Missing values are common in real datasets and must be handled before training. Scikit-learn provides the SimpleImputer class for this.


Strategies:

  • mean - replace missing values with the mean of the column
  • median - replace with the median (robust to outliers)
  • most_frequent - replace with the mode (useful for categorical)
  • constant - replace with a specific value (e.g. “unknown”)

Example: Using SimpleImputer

import numpy as np
from sklearn.impute import SimpleImputer

X = np.array([
    [1, 2],
    [np.nan, 3],
    [7, 6]
])

imputer = SimpleImputer(strategy='mean')
X_imputed = imputer.fit_transform(X)

print("Imputed data:\n", X_imputed)

Output:

Imputed data:
[[1. 2. ]
 [4. 3. ]
 [7. 6. ]]

Always fit the imputer on your training data and then transform both train and test sets.

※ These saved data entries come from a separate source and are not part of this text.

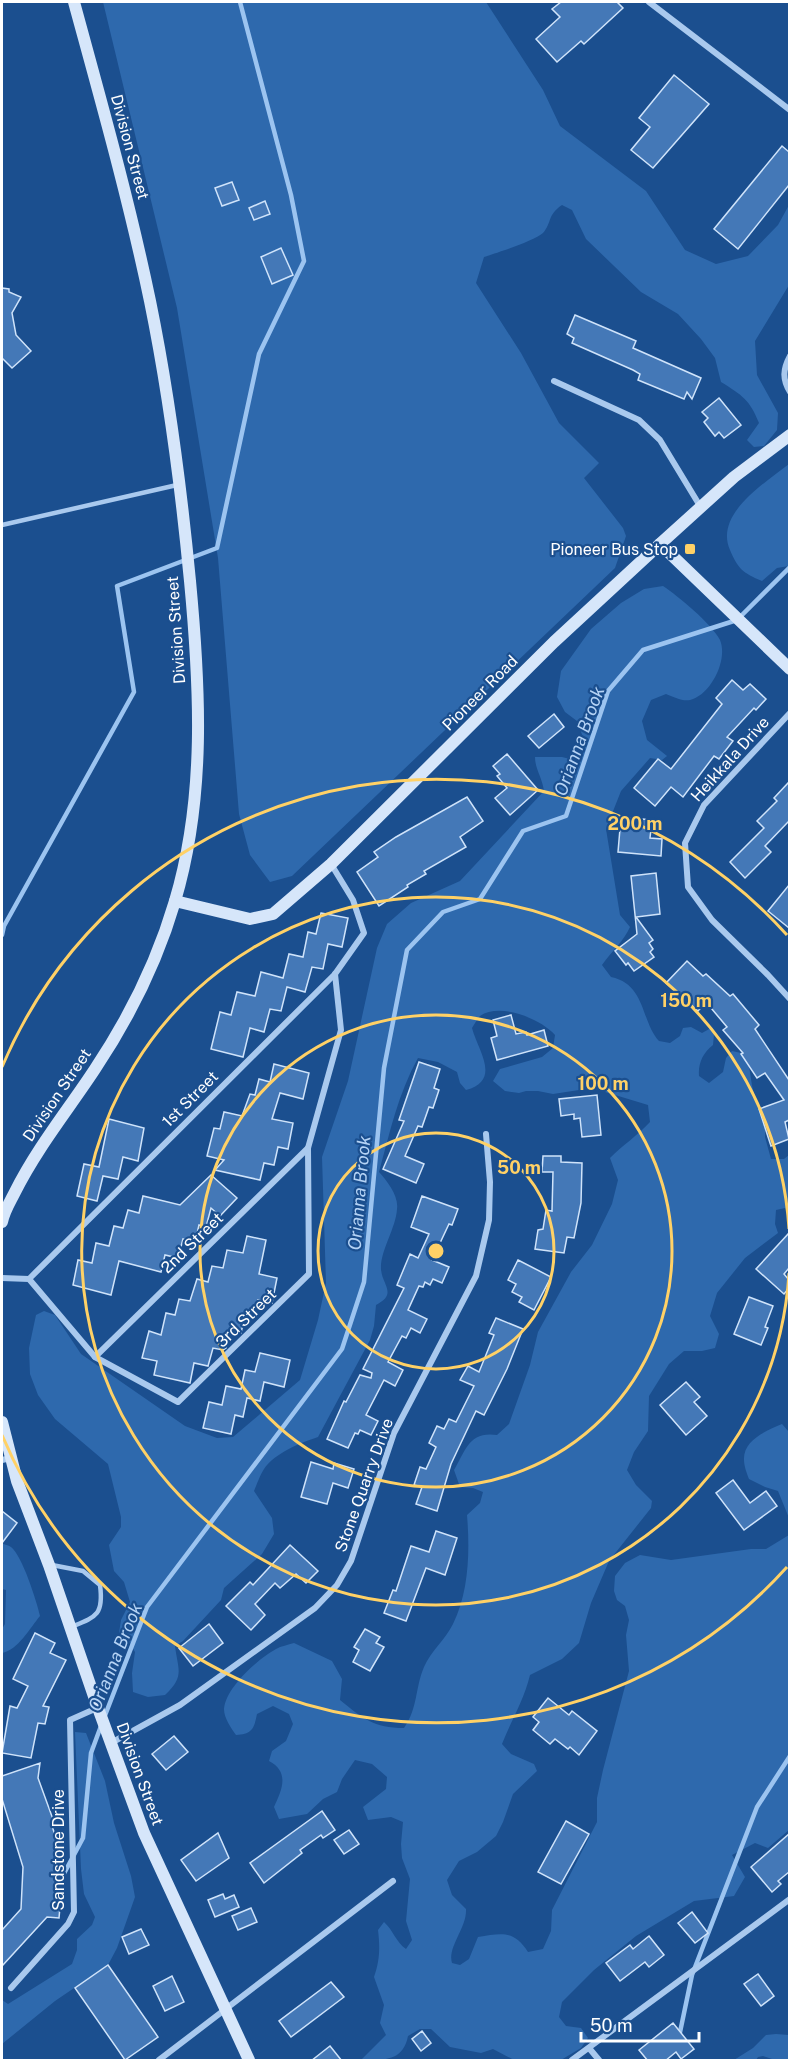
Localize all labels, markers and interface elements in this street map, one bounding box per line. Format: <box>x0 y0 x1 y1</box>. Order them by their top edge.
street label: Division Street <box>107 92 153 202</box>
place label: Pioneer Bus Stop <box>550 540 678 559</box>
marker: Pioneer Bus Stop <box>683 542 697 556</box>
street label: Division Street <box>163 575 189 685</box>
street label: Pioneer Road <box>438 651 522 735</box>
water label: Orianna Brook <box>549 683 609 799</box>
street label: Heikkala Drive <box>687 713 773 805</box>
text: 200 m <box>608 813 662 834</box>
text: 150 m <box>660 990 712 1011</box>
street label: Division Street <box>19 1045 95 1145</box>
street label: 1st Street <box>158 1067 222 1131</box>
text: 100 m <box>577 1073 629 1094</box>
water label: Orianna Brook <box>344 1135 374 1251</box>
text: 50 m <box>497 1157 541 1178</box>
street label: 2nd Street <box>157 1209 227 1277</box>
centre of rings <box>426 1241 446 1261</box>
street label: 3rd Street <box>212 1285 280 1351</box>
street label: Stone Quarry Drive <box>331 1415 397 1555</box>
water label: Orianna Brook <box>84 1600 146 1714</box>
street label: Division Street <box>113 1720 167 1828</box>
street label: Sandstone Drive <box>49 1789 68 1911</box>
scale bar <box>581 2005 700 2043</box>
text: 50 m <box>590 2015 633 2036</box>

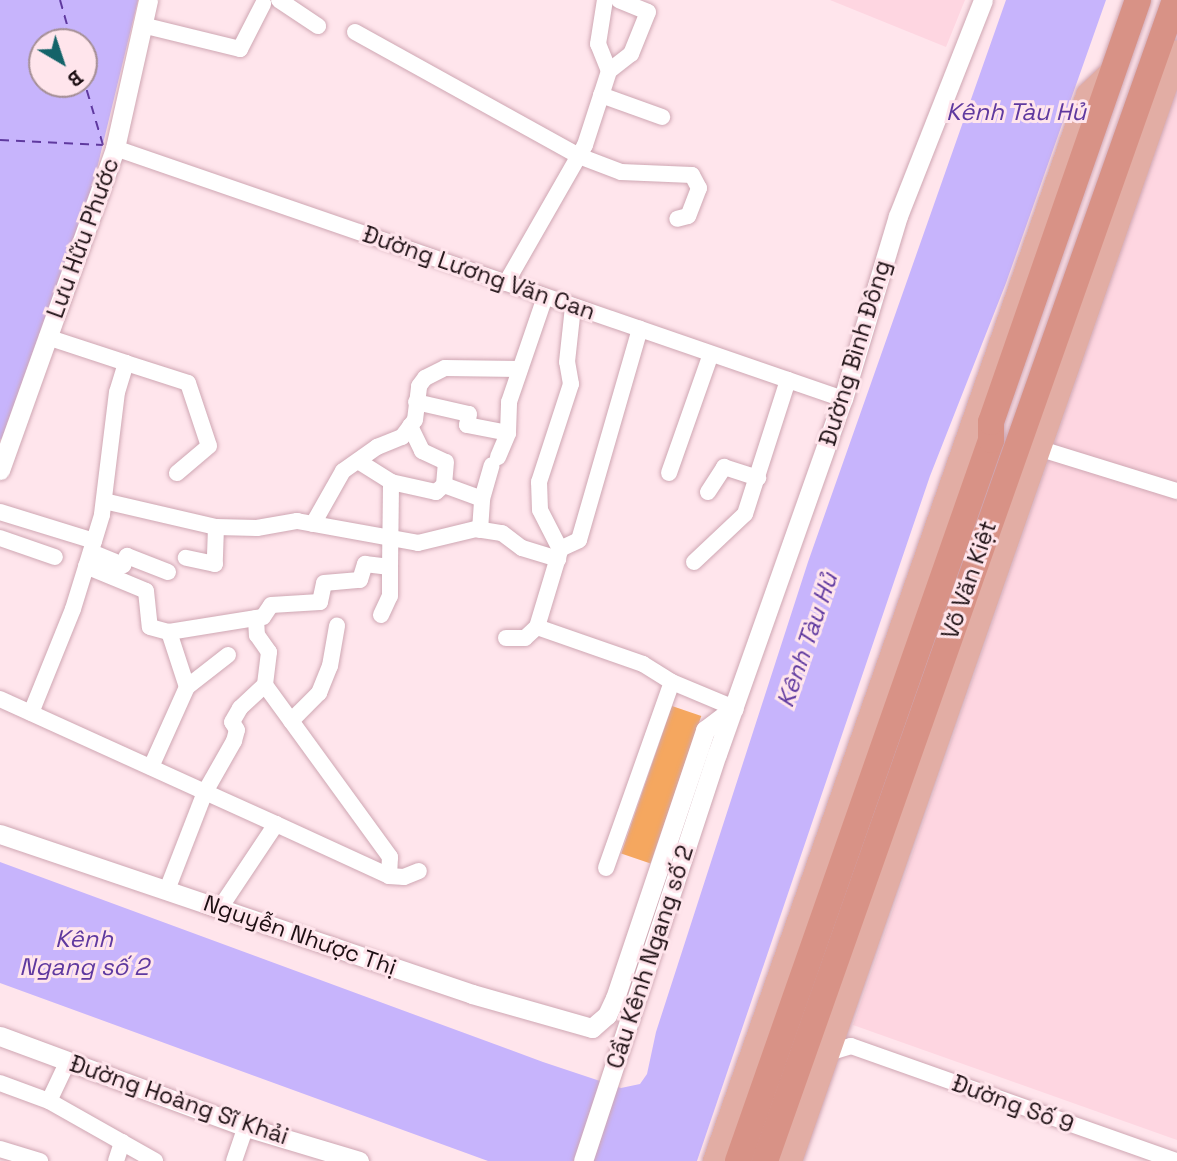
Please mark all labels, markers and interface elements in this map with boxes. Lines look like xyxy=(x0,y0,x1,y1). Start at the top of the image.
north arrow xyxy=(28,28,98,98)
text: B xyxy=(62,64,88,92)
water label: Kênh Tàu Hủ xyxy=(946,98,1086,126)
street label: Lưu Hữu Phước xyxy=(41,154,125,322)
street label: Đường Lương Văn Can xyxy=(359,220,599,326)
street label: Đường Bình Đông xyxy=(814,257,896,449)
street label: Võ Văn Kiệt xyxy=(936,517,1002,643)
water label: Kênh Tàu Hủ xyxy=(770,569,844,711)
street label: Cầu Kênh Ngang số 2 xyxy=(601,842,699,1072)
street label: Nguyễn Nhược Thị xyxy=(200,889,400,981)
water label: Kênh Ngang số 2 xyxy=(19,925,149,981)
street label: Đường Hoàng Sĩ Khải xyxy=(66,1050,292,1150)
street label: Đường Số 9 xyxy=(948,1069,1078,1139)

Feature Scaling and Normalisation

Different features may have different numerical ranges, e.g. “income” (in thousands) vs “age” (in years).
Some models (like SVMs, KNN, and gradient descent–based algorithms) are sensitive to these differences.


Standardisation

Centres data to zero mean and unit variance:

from sklearn.preprocessing import StandardScaler

scaler = StandardScaler()
X_scaled = scaler.fit_transform(X)

After scaling:

  • Mean = 0
  • Standard deviation = 1

Normalisation

Scales individual samples (rows) to unit length:

from sklearn.preprocessing import Normalizer

normaliser = Normalizer()
X_norm = normaliser.fit_transform(X)

When to use:

  • StandardScaler: For most models (e.g. logistic regression, SVM, PCA)
  • MinMaxScaler: When values must remain within a specific range (e.g. [0,1])
  • Normalizer: For sparse data or distance-based models (cosine similarity)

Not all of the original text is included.